→ Entries shown

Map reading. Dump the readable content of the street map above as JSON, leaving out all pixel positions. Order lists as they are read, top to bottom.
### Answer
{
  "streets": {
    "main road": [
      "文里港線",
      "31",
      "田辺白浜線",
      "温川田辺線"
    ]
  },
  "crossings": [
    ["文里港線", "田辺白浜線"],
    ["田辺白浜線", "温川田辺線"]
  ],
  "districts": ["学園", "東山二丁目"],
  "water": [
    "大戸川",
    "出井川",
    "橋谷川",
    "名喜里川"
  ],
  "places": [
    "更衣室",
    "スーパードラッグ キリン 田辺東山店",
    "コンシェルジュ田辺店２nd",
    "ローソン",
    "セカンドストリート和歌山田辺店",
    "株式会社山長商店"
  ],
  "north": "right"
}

==

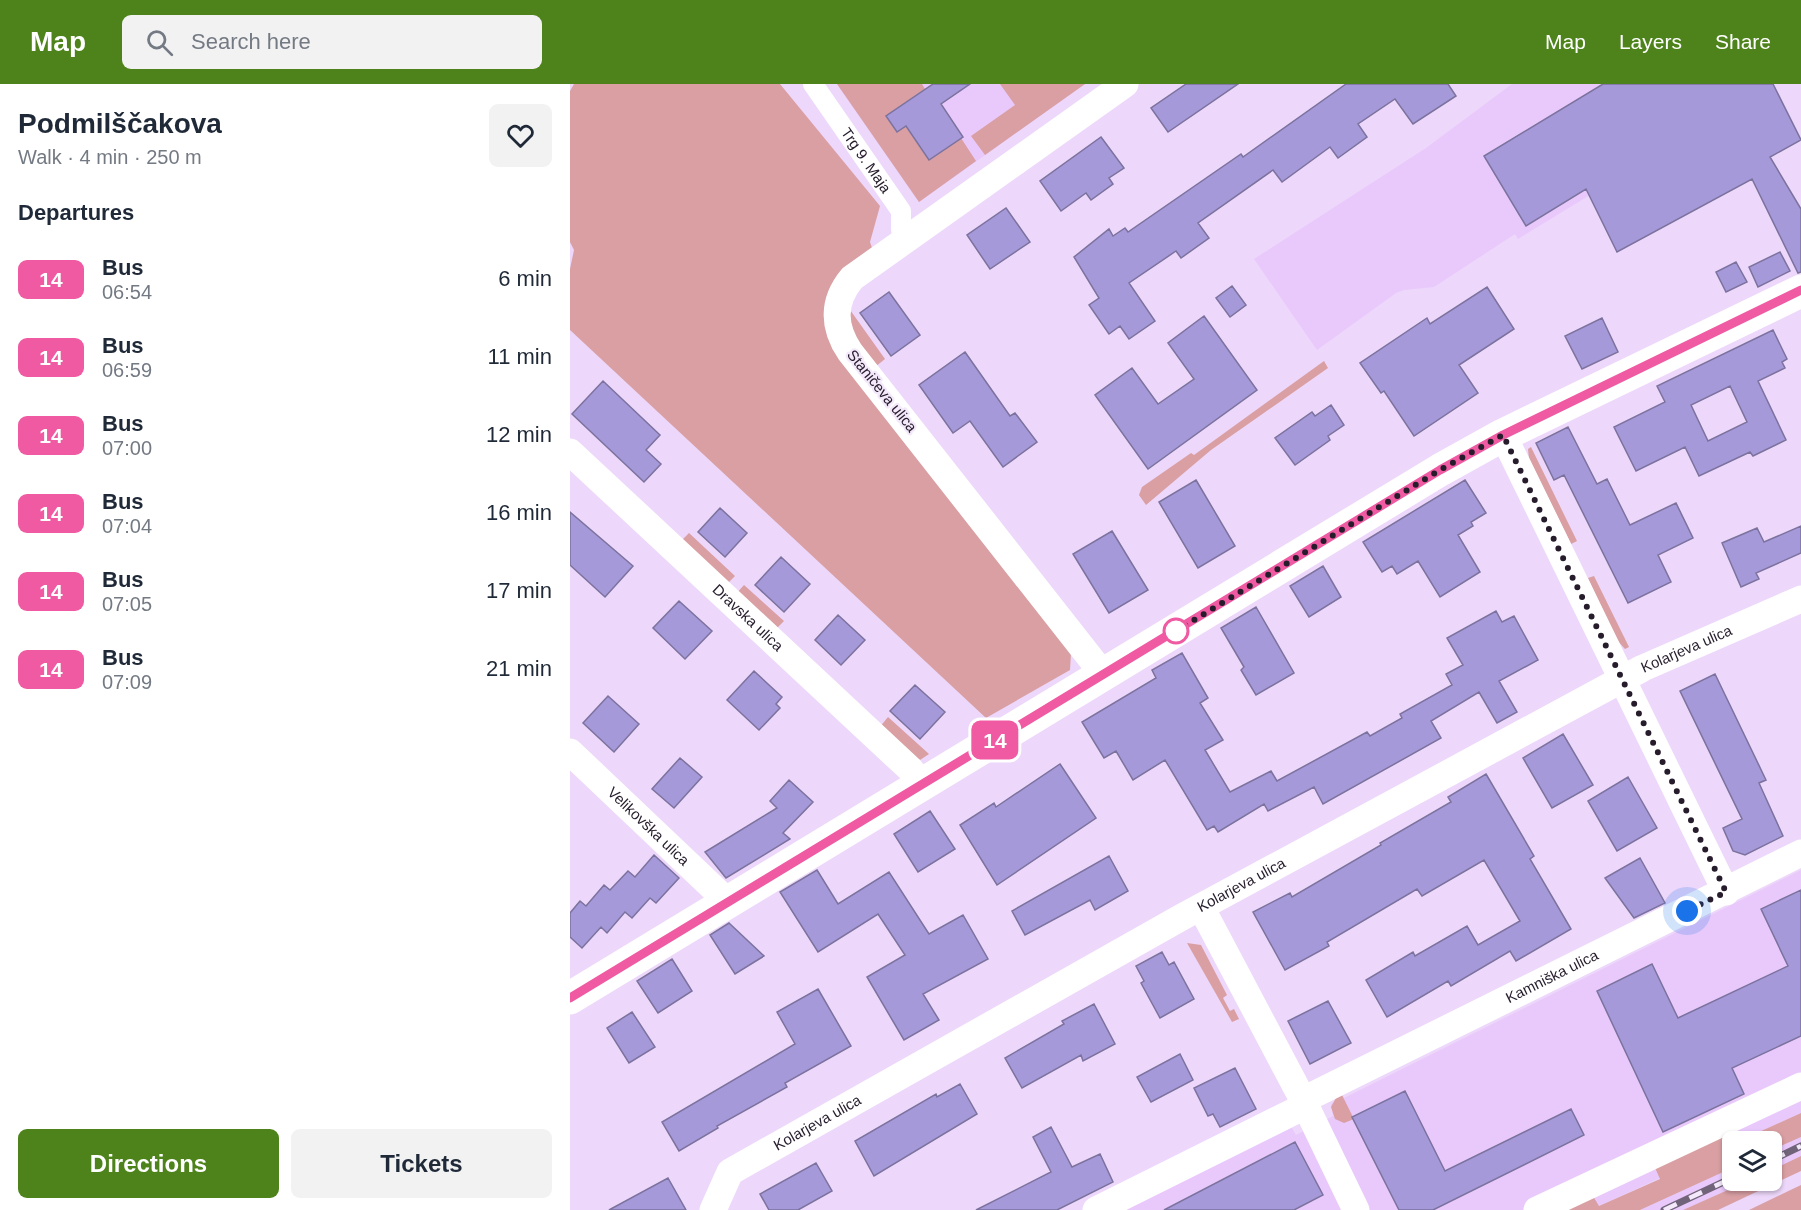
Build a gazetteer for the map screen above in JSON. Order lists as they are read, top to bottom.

---

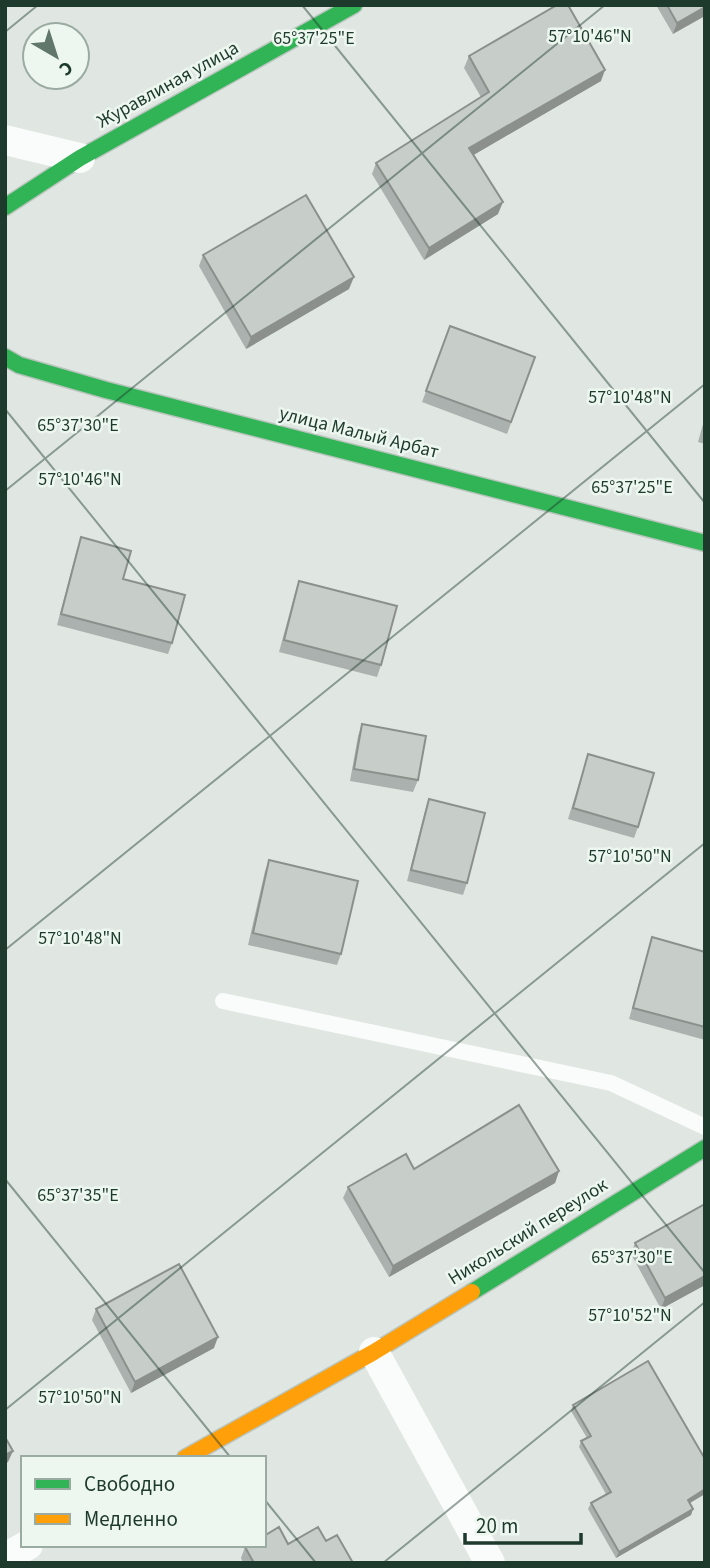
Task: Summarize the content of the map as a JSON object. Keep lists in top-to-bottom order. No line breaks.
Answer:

→ Task objective
Going through the data above, return each line with the word "lists".

→ Answer for the task
Map reading. Dump the readable content of the street map above as JSON, leaving out all pixel positions. Order lists as they are read, top to bottom.
Build a gazetteer for the map screen above in JSON. Order lists as they are read, top to bottom.
Task: Summarize the content of the map as a JSON object. Keep lists in top-to-bottom order. No line breaks.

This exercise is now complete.